(Stored items)
◇ ◇ ◇ ◇

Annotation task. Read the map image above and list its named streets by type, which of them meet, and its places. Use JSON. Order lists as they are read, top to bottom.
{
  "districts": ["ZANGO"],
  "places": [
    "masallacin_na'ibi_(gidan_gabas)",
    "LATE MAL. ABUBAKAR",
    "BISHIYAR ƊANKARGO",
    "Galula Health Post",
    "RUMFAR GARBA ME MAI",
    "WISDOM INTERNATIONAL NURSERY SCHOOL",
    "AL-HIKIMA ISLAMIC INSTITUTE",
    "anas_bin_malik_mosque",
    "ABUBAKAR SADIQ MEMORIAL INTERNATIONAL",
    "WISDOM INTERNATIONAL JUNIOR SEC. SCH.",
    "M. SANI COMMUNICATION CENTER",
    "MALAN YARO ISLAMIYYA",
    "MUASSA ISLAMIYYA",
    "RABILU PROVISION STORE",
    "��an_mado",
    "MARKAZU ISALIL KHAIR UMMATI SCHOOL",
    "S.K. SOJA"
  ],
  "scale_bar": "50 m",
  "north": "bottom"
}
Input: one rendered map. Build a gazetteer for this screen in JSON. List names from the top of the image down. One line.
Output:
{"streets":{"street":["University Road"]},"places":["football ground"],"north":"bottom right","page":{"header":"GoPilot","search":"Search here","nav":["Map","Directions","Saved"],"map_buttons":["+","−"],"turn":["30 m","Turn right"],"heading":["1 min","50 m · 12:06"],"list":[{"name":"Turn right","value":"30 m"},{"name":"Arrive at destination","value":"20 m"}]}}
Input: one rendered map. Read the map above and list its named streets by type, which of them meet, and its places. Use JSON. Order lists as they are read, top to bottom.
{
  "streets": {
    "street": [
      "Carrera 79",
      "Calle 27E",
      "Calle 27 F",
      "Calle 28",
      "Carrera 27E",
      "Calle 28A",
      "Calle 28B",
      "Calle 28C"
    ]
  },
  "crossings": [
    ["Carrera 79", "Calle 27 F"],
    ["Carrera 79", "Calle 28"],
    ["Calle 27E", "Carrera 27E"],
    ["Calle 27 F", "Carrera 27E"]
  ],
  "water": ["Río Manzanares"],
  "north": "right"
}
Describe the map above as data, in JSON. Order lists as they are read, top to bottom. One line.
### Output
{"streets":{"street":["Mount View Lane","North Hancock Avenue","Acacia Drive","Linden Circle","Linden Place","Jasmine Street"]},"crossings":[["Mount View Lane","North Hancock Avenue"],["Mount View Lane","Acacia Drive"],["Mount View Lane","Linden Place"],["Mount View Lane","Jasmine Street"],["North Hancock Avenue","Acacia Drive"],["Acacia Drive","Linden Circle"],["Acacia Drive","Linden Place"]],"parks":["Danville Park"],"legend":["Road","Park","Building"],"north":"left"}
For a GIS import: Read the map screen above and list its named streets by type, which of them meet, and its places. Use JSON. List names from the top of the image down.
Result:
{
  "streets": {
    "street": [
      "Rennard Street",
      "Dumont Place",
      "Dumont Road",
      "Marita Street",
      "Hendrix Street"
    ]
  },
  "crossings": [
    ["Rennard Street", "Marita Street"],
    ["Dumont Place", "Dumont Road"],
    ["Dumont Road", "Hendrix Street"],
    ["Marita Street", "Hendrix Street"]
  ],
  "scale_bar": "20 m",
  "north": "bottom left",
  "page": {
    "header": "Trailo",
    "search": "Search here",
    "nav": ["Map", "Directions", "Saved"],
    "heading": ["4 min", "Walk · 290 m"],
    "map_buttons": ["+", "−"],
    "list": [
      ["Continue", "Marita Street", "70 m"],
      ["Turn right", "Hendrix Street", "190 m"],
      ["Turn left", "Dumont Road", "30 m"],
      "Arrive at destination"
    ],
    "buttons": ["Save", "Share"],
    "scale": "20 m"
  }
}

◇ ◇ ◇ ◇

With no alteration of any kind, give the data again in full.

Annotation task. Read the map image above and list its named streets by type, which of them meet, and its places. Use JSON. Order lists as they are read, top to bottom.
{
  "districts": ["ZANGO"],
  "places": [
    "masallacin_na'ibi_(gidan_gabas)",
    "LATE MAL. ABUBAKAR",
    "BISHIYAR ƊANKARGO",
    "Galula Health Post",
    "RUMFAR GARBA ME MAI",
    "WISDOM INTERNATIONAL NURSERY SCHOOL",
    "AL-HIKIMA ISLAMIC INSTITUTE",
    "anas_bin_malik_mosque",
    "ABUBAKAR SADIQ MEMORIAL INTERNATIONAL",
    "WISDOM INTERNATIONAL JUNIOR SEC. SCH.",
    "M. SANI COMMUNICATION CENTER",
    "MALAN YARO ISLAMIYYA",
    "MUASSA ISLAMIYYA",
    "RABILU PROVISION STORE",
    "��an_mado",
    "MARKAZU ISALIL KHAIR UMMATI SCHOOL",
    "S.K. SOJA"
  ],
  "scale_bar": "50 m",
  "north": "bottom"
}
Input: one rendered map. Build a gazetteer for this screen in JSON. List names from the top of the image down. One line.
Output:
{"streets":{"street":["University Road"]},"places":["football ground"],"north":"bottom right","page":{"header":"GoPilot","search":"Search here","nav":["Map","Directions","Saved"],"map_buttons":["+","−"],"turn":["30 m","Turn right"],"heading":["1 min","50 m · 12:06"],"list":[{"name":"Turn right","value":"30 m"},{"name":"Arrive at destination","value":"20 m"}]}}
Input: one rendered map. Read the map above and list its named streets by type, which of them meet, and its places. Use JSON. Order lists as they are read, top to bottom.
{
  "streets": {
    "street": [
      "Carrera 79",
      "Calle 27E",
      "Calle 27 F",
      "Calle 28",
      "Carrera 27E",
      "Calle 28A",
      "Calle 28B",
      "Calle 28C"
    ]
  },
  "crossings": [
    ["Carrera 79", "Calle 27 F"],
    ["Carrera 79", "Calle 28"],
    ["Calle 27E", "Carrera 27E"],
    ["Calle 27 F", "Carrera 27E"]
  ],
  "water": ["Río Manzanares"],
  "north": "right"
}
Describe the map above as data, in JSON. Order lists as they are read, top to bottom. One line.
### Output
{"streets":{"street":["Mount View Lane","North Hancock Avenue","Acacia Drive","Linden Circle","Linden Place","Jasmine Street"]},"crossings":[["Mount View Lane","North Hancock Avenue"],["Mount View Lane","Acacia Drive"],["Mount View Lane","Linden Place"],["Mount View Lane","Jasmine Street"],["North Hancock Avenue","Acacia Drive"],["Acacia Drive","Linden Circle"],["Acacia Drive","Linden Place"]],"parks":["Danville Park"],"legend":["Road","Park","Building"],"north":"left"}
For a GIS import: Read the map screen above and list its named streets by type, which of them meet, and its places. Use JSON. List names from the top of the image down.
Result:
{
  "streets": {
    "street": [
      "Rennard Street",
      "Dumont Place",
      "Dumont Road",
      "Marita Street",
      "Hendrix Street"
    ]
  },
  "crossings": [
    ["Rennard Street", "Marita Street"],
    ["Dumont Place", "Dumont Road"],
    ["Dumont Road", "Hendrix Street"],
    ["Marita Street", "Hendrix Street"]
  ],
  "scale_bar": "20 m",
  "north": "bottom left",
  "page": {
    "header": "Trailo",
    "search": "Search here",
    "nav": ["Map", "Directions", "Saved"],
    "heading": ["4 min", "Walk · 290 m"],
    "map_buttons": ["+", "−"],
    "list": [
      ["Continue", "Marita Street", "70 m"],
      ["Turn right", "Hendrix Street", "190 m"],
      ["Turn left", "Dumont Road", "30 m"],
      "Arrive at destination"
    ],
    "buttons": ["Save", "Share"],
    "scale": "20 m"
  }
}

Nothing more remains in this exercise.